Beep boop - this is a robot. A new show has been posted to TWiT…
What are your thoughts about today’s show? We’d love to hear from you!
Beep boop - this is a robot. A new show has been posted to TWiT…
What are your thoughts about today’s show? We’d love to hear from you!
The conversation about Grok’s weekend meltdown (IM Episode 827 starting at 1:19:05 in the transcript) ignored several details that were well-known at the time of the recording. They can be found – could have been found – on a variety of social media sites. Interestingly, they are not available on any established news sites. I asked a friend who’s a journalist to do a writeup on the story; he said one is in the works.
AFAICT, the best starting-point for the decisive context on this story is Grok itself. Here’s the question I asked. “The weekend” refers to the weekend of July 5-6, 2025:
when exactly was the prompt for grok changed over the weekend? Does it look fishy that the prompt was changed over a holiday? Was there any exigent reason for the prompt to be amended when many employees were out of the office? Why do you think this was done, and done at that time. Use ludicrous mode.
Grok’s prompt was altered at 4pm PDT on Sunday, July 6. That modification to the prompt was undone with a second GitHub commit on July 8.
Why would a prompt be changed on the weekend? Why would any American company deliberately change the public behavior of their software over the 4th of July holiday? Why was an X.com employee fired this week? Why was CEO Linda Yaccarino asked to resign? What is the relationship between these two job terminations and the holiday weekend code modification?
As Gizmodo noted, Elon did tweet about upgrades to Grok on July 4. What was he talking about? Almost certainly, he was talking about the announcement of Grok 4, which is now publicly available. Grok 4 scored a 44.4% on Humanity’s Last Exam: a significant jump over any AI’s performance. Grok 4 Heavy hit a score just north of 50% on the exam. This is a significant boost from previous benchmarks; I’ll defer to Matt Berrman’s video Grok 4 is really smart… Like REALLY SMART for the details, but it’s safe to say this is a mightily impressive upgrade. Side note: Matthew Berrman would be a great guest for Intelligent Machines.

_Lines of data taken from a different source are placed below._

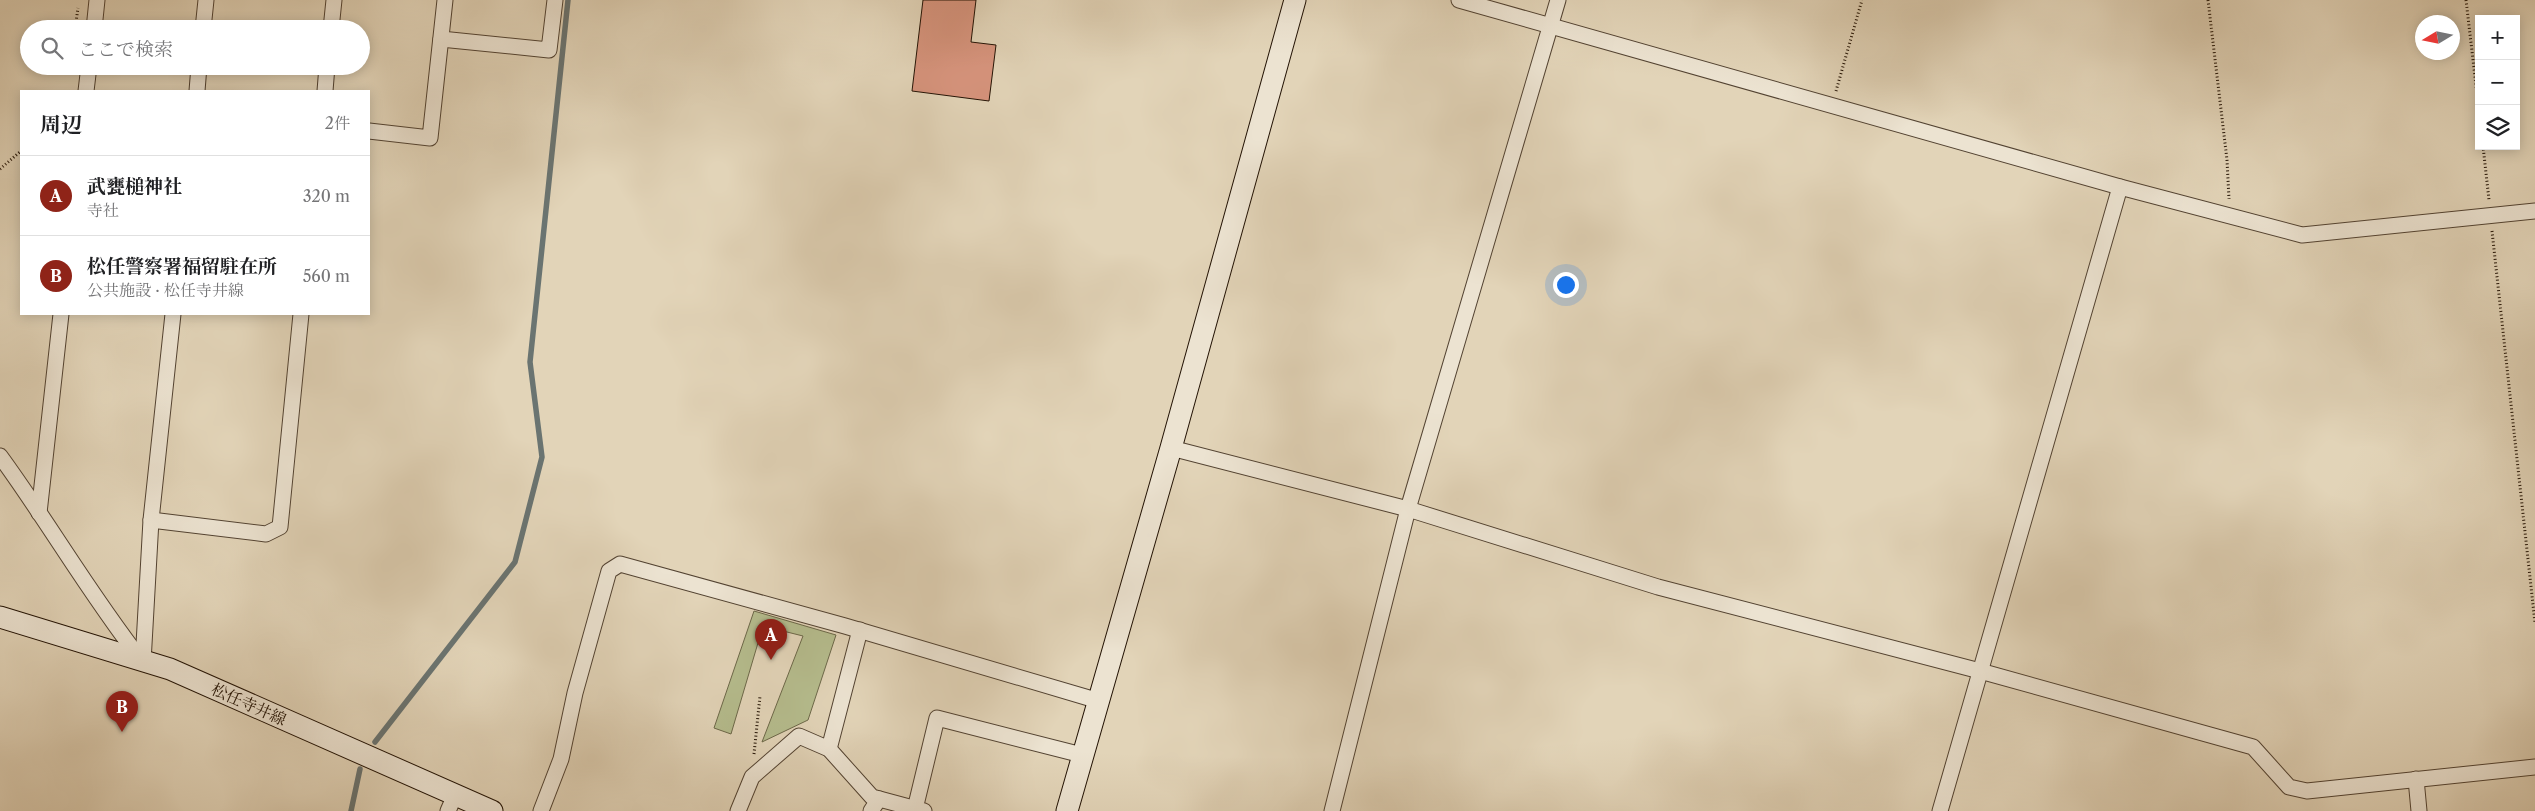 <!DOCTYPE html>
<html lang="ja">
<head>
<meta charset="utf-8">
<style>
	:root { --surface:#fff; --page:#f6f6f6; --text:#202124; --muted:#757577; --line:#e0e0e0; --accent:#8f2418 }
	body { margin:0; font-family:"Libre Caslon Text","Noto Serif JP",serif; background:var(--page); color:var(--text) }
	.controls { position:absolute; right:15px; top:15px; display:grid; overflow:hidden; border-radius:0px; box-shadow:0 2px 12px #0003 }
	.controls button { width:45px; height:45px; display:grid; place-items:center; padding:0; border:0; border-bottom:1px solid var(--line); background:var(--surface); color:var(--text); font:25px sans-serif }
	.compass { position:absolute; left:2415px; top:15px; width:45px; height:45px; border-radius:50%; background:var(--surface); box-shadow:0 2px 12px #0003; rotate:260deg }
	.you { position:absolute; left:1565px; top:284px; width:18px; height:18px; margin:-12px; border:4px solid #fff; border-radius:50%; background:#1a73e8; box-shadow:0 0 0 8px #1a73e833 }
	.badge { display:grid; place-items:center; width:32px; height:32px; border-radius:50%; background:var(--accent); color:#fff; font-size:16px; font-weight:700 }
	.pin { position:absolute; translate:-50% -41px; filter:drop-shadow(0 1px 2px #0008) }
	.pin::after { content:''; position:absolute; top:26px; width:18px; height:15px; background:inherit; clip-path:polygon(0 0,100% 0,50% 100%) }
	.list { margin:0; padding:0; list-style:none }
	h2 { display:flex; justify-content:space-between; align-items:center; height:65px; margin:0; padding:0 20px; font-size:21px }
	h2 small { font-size:16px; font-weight:400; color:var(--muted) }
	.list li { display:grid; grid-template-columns:32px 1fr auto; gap:15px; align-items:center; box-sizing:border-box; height:80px; padding:0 20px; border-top:1px solid var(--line) }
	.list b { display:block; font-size:19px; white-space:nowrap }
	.list p { margin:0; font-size:16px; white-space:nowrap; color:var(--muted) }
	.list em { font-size:16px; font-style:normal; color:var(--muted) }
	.icon { flex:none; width:28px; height:28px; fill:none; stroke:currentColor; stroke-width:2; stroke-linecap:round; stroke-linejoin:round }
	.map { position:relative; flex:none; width:2535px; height:811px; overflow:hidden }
	.search { position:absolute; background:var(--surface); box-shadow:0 2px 12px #0003; left:20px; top:20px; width:350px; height:55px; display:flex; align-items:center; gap:12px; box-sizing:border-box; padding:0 18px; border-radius:28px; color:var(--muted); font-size:19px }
	.panel { position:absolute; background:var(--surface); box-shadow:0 2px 12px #0003; left:20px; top:90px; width:350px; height:225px; border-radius:0px }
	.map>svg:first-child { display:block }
</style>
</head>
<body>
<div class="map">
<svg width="2535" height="811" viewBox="0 0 2535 811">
	<rect width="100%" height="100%" fill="#e2d4b8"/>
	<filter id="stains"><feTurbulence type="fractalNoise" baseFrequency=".004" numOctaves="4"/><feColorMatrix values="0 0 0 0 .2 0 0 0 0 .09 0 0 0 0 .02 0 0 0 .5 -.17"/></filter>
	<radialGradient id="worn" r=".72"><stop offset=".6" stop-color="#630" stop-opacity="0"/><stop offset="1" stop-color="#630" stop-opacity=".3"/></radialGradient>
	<polygon fill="#b5bc8d" stroke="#6c6849" points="754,611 836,635 808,720 762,742 803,636 763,626 731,734 714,728"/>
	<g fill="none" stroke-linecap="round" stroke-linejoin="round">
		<g stroke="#6a7471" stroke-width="5.5">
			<polyline points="375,742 515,562 542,457 530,362 568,0"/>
			<polyline points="351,811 360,769"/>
		</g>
	</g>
	<polygon fill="#d7947d" stroke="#231305" points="923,0 976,0 971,42 996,45 989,101 912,91"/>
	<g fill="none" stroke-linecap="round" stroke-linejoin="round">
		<defs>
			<g id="street">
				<polyline points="1459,0 2120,187 2302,235 2535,211"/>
				<polyline points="94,29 97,0"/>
				<polyline points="203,29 206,0"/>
				<polyline points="331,29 334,0"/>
				<polyline points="441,39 549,50 555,0"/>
				<polyline points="86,91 89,66"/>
				<polyline points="197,91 199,66"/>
				<polyline points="325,91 327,66"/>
				<polyline points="369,131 430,138 445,0"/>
				<polyline points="1171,448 1408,509 1658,587 1980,671 2253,747 2289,787 2307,791 2535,767"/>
				<path d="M 0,456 C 49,523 90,595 142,661"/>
				<polyline points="39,513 61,314"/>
				<polyline points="151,520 266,534 280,527 301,314"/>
				<polyline points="143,662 151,520 173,314"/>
				<polyline points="829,749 860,630"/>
				<polyline points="2416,779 2419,811"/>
				<polyline points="915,809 937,718 1082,755"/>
				<polyline points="448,811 455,795"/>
				<polyline points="541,811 561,759 575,693 609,571 620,564 845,626 1099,701"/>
				<polyline points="738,811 752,777 799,736 829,749 872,797 924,811"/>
				<polyline points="871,811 879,799"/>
				<polyline points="1332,811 1408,509 1558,0"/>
				<polyline points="1940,811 2120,187"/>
			</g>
			<g id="secondary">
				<polyline points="0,617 170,669 492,811"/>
				<polyline points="1067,811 1171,448 1295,0"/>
			</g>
		</defs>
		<use href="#street" stroke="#534332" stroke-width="17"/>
		<use href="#secondary" stroke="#231305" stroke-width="23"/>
		<g stroke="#231305" stroke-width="3" stroke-dasharray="1 2.5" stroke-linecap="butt">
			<polyline points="2208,0 2227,160 2229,199"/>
			<polyline points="2466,0 2479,111"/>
			<polyline points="75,29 78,8"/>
			<polyline points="1836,91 1862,0"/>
			<polyline points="2483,146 2489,200"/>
			<polyline points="0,169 21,151"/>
			<polyline points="2492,231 2535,623"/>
			<polyline points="754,754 760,696"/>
		</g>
		<use href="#street" stroke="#ece3d1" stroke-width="15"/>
		<use href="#secondary" stroke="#ece3d1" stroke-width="21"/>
	</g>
	<g text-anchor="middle" stroke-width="5" stroke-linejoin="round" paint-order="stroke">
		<g font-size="16" fill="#231305" stroke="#ece3d1">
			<text transform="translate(249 704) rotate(24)" y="6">松任寺井線</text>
		</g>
	</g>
	<rect width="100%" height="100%" filter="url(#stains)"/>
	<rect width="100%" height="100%" fill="url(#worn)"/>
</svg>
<div class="controls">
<button>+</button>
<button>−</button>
<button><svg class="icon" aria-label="layers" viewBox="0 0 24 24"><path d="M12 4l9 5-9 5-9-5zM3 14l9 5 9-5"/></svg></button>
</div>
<svg class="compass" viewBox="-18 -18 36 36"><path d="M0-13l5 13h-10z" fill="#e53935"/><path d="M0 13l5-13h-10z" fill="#757577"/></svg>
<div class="you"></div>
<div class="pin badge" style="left:771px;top:660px">A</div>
<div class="pin badge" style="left:122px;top:732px">B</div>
<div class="search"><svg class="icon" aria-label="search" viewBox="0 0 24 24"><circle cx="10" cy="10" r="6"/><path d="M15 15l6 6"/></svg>ここで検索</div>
<section class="panel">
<h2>周辺<small>2件</small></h2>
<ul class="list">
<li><span class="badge">A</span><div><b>武甕槌神社</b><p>寺社</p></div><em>320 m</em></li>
<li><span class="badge">B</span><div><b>松任警察署福留駐在所</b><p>公共施設 · 松任寺井線</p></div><em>560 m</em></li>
</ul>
</section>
</div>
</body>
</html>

After viewing this segment and various sources online, there are several obvious questions:
Someone made a modification to Grok’s system prompt at 4pm PDT on Sunday. The simplest explanation is that this was an unauthorized modification of Grok. The vandalism certainly detracted from x.ai’s announcements this week: many news sources completely ignored the revolutionary advances and instead talked about the e-vandalism.
Controls should have been in place such that no individual could make a change like this without managerial/executive sign-off. If there was a failure of those controls, I could easily imagine that a CEO could get fired (i.e., asked to resign) for that failure.
Does anyone have an alternative explanation for this week’s X.ai events?
It sounds like Grok is still erring on the side of wild speculation and conspiracy theories.
What use is the “smartest AI in the world” if you can’t trust it?